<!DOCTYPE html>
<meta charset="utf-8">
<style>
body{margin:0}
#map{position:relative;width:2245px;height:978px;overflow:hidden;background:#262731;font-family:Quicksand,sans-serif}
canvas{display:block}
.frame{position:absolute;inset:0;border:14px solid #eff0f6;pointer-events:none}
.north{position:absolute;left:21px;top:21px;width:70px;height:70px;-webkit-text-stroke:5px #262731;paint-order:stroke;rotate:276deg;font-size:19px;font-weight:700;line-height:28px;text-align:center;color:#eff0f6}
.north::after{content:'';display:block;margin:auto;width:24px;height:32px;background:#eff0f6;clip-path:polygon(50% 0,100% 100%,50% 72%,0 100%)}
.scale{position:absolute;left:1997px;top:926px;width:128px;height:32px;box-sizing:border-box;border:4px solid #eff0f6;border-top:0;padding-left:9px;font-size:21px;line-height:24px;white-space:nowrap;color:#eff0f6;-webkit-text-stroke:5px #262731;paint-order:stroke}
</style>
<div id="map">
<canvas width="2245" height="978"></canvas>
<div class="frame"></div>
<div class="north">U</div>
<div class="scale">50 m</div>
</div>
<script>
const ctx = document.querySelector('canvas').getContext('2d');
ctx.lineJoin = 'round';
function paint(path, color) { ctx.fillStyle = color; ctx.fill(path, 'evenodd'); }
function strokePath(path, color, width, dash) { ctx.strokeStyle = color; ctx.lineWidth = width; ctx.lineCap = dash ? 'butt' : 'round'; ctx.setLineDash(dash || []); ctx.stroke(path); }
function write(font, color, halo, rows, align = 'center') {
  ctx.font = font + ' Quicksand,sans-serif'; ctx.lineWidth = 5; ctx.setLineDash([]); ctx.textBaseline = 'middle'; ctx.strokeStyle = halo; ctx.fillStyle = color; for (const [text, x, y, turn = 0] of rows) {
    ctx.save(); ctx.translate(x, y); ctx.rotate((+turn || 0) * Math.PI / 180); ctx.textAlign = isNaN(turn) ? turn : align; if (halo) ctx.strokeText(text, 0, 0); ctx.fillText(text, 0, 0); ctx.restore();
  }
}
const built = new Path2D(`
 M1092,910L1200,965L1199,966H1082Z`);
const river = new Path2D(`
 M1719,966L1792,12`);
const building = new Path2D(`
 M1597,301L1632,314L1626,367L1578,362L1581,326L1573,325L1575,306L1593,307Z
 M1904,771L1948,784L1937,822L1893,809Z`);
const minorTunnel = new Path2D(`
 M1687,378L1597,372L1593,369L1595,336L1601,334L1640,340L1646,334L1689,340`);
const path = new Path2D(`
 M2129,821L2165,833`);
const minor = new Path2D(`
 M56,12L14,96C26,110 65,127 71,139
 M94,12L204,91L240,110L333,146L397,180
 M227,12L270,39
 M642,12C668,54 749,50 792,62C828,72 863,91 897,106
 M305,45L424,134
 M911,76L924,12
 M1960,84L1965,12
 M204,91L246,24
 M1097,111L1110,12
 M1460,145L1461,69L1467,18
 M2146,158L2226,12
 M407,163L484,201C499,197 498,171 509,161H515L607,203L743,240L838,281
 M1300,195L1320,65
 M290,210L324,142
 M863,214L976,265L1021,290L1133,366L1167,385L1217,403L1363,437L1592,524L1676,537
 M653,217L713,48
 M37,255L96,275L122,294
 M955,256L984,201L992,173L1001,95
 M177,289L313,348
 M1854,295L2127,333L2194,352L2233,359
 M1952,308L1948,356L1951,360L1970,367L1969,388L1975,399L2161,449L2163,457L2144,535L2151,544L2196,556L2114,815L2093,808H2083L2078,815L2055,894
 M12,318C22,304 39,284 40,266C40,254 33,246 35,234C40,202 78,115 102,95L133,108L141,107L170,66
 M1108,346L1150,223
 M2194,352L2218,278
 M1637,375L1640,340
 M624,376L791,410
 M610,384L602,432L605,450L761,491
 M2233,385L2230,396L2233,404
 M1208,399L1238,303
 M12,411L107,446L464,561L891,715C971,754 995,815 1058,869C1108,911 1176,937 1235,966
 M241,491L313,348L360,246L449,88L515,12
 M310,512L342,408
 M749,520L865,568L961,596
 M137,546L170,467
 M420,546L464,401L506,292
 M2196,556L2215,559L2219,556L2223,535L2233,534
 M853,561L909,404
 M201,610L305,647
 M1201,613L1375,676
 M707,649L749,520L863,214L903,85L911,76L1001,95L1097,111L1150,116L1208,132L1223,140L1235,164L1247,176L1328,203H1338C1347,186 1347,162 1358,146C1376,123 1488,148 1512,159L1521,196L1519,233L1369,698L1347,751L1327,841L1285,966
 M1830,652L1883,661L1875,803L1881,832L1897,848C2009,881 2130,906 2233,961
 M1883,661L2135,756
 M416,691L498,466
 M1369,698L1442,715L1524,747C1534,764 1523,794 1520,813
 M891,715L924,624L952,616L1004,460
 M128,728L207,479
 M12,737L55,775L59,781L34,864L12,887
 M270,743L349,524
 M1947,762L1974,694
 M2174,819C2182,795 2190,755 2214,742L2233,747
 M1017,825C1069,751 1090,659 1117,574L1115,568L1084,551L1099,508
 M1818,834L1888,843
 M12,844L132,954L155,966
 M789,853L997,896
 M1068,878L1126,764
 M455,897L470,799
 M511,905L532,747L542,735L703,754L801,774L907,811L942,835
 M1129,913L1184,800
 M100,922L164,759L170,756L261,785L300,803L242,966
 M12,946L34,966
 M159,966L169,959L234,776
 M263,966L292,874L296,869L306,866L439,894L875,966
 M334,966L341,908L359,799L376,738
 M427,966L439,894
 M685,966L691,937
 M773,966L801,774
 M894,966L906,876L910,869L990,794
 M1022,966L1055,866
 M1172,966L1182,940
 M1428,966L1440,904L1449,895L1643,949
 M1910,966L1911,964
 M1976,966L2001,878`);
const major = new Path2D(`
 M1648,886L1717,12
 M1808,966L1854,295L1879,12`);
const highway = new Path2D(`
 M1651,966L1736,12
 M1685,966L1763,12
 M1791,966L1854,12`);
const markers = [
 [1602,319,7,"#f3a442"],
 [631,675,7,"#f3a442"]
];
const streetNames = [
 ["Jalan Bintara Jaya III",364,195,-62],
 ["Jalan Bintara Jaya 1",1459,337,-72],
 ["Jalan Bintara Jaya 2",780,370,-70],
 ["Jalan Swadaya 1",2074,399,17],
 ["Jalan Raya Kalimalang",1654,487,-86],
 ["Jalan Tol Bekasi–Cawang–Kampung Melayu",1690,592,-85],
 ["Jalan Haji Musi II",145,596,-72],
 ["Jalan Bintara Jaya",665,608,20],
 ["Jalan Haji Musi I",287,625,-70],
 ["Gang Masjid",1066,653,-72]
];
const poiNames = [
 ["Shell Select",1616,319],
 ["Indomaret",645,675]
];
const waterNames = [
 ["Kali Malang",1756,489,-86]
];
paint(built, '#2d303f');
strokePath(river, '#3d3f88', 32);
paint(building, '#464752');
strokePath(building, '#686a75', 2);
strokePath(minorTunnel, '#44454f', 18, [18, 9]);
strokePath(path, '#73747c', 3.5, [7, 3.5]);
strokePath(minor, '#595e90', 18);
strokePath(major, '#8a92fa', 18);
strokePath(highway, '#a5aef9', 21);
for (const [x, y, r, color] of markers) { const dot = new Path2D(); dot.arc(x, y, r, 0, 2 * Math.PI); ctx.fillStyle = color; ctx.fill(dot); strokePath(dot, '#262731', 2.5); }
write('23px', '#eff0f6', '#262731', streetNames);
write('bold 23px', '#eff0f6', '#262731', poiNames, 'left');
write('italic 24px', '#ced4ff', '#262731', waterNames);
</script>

→ Task prompt
Working through the records, copy each line in which the word "function" appears.

→ Exercise response
function paint(path, color) { ctx.fillStyle = color; ctx.fill(path, 'evenodd'); }
function strokePath(path, color, width, dash) { ctx.strokeStyle = color; ctx.lineWidth = width; ctx.lineCap = dash ? 'butt' : 'round'; ctx.setLineDash(dash || []); ctx.stroke(path); }
function write(font, color, halo, rows, align = 'center') {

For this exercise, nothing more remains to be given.